▸ Activity:
Your reply should be the following data, copied exactly.

▸ Provided data:
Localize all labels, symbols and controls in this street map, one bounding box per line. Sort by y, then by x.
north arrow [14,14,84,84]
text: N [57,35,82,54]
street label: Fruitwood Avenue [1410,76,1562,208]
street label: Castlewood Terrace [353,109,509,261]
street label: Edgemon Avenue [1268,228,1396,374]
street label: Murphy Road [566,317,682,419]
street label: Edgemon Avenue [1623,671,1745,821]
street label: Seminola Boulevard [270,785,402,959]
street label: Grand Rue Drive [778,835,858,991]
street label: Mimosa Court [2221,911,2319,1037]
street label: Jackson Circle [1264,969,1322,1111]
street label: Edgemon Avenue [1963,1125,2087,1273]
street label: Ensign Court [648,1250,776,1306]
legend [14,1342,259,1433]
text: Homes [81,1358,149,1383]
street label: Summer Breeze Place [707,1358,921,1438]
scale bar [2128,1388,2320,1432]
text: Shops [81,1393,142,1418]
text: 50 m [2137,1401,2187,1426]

▸ Result:
Localize all labels, symbols and controls in this street map, one bounding box per line. Sort by y, then by x.
north arrow [14,14,84,84]
text: N [57,35,82,54]
street label: Fruitwood Avenue [1410,76,1562,208]
street label: Castlewood Terrace [353,109,509,261]
street label: Edgemon Avenue [1268,228,1396,374]
street label: Murphy Road [566,317,682,419]
street label: Edgemon Avenue [1623,671,1745,821]
street label: Seminola Boulevard [270,785,402,959]
street label: Grand Rue Drive [778,835,858,991]
street label: Mimosa Court [2221,911,2319,1037]
street label: Jackson Circle [1264,969,1322,1111]
street label: Edgemon Avenue [1963,1125,2087,1273]
street label: Ensign Court [648,1250,776,1306]
legend [14,1342,259,1433]
text: Homes [81,1358,149,1383]
street label: Summer Breeze Place [707,1358,921,1438]
scale bar [2128,1388,2320,1432]
text: Shops [81,1393,142,1418]
text: 50 m [2137,1401,2187,1426]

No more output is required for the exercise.